▶ _DATASET EXTRACT_:
Content starts

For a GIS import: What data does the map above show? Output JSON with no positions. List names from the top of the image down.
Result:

Content ends
Content starts

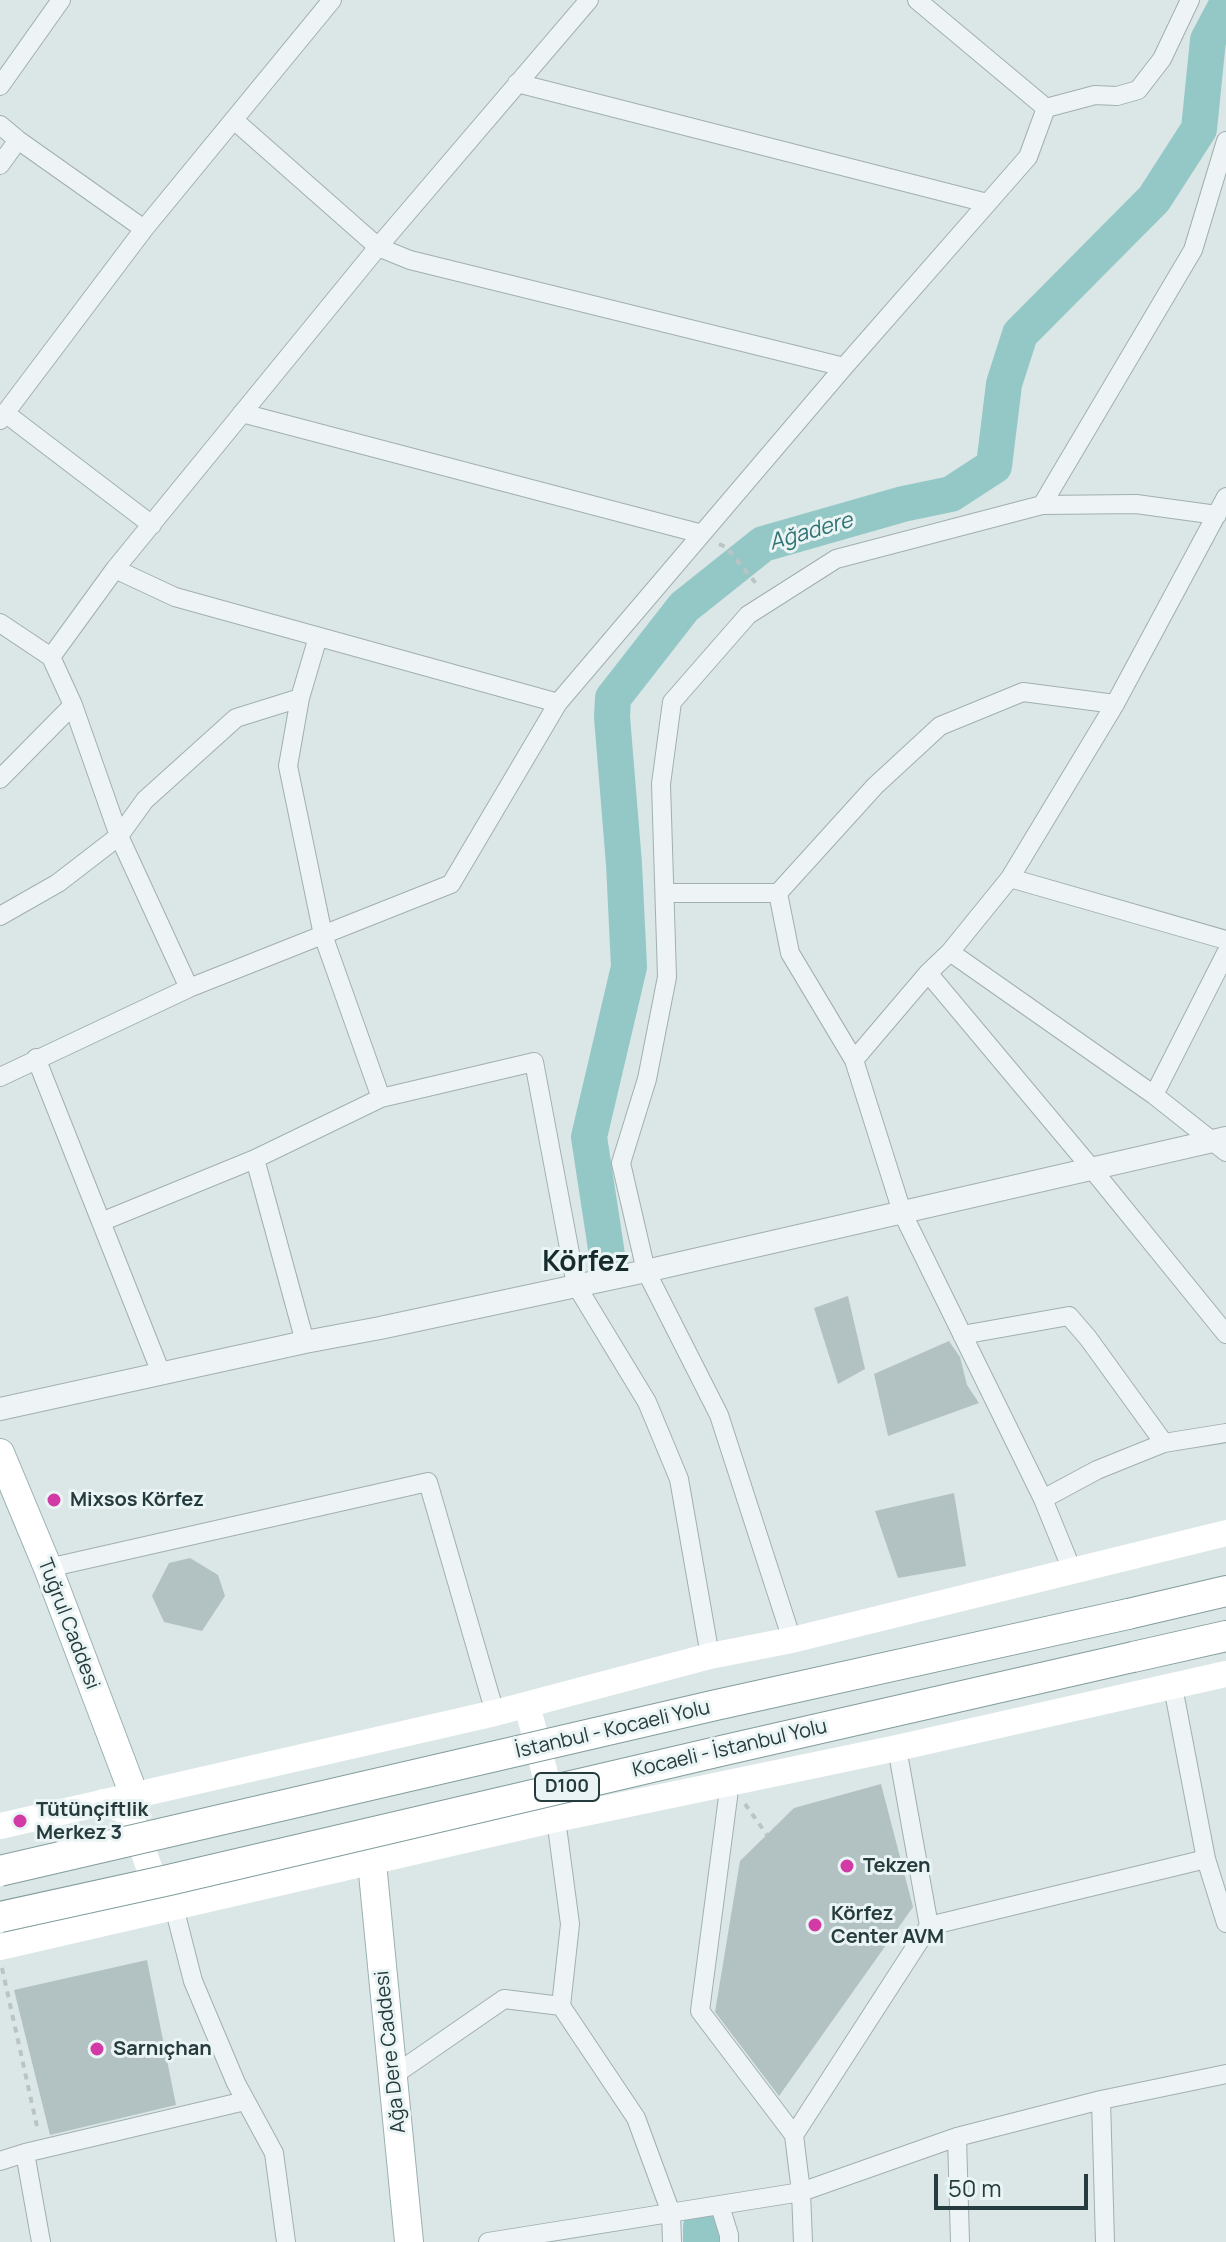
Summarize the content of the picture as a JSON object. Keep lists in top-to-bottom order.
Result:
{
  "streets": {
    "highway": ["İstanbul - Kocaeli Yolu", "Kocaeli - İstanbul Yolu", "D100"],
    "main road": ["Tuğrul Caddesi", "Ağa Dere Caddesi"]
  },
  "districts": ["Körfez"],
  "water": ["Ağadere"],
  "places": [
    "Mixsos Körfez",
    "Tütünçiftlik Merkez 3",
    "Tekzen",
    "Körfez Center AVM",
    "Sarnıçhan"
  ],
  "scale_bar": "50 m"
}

Content ends
Content starts

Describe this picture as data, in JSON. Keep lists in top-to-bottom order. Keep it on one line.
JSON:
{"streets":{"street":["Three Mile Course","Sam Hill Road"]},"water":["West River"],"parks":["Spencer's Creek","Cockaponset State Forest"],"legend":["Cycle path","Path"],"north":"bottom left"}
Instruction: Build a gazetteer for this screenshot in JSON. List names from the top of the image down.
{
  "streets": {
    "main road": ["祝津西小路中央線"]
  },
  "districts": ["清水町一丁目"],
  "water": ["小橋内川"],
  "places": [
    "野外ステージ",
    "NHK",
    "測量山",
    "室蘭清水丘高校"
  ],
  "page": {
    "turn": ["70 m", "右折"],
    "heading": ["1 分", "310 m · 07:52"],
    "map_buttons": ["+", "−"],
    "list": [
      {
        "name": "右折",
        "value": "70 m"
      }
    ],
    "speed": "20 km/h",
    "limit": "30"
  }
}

Content ends

▶ _WORK INSTRUCTIONS_:
Locate the word "Keep" in the entries, and copy every line where it is found.

▶ _ANSWER BOX_:
Summarize the content of the picture as a JSON object. Keep lists in top-to-bottom order.
Describe this picture as data, in JSON. Keep lists in top-to-bottom order. Keep it on one line.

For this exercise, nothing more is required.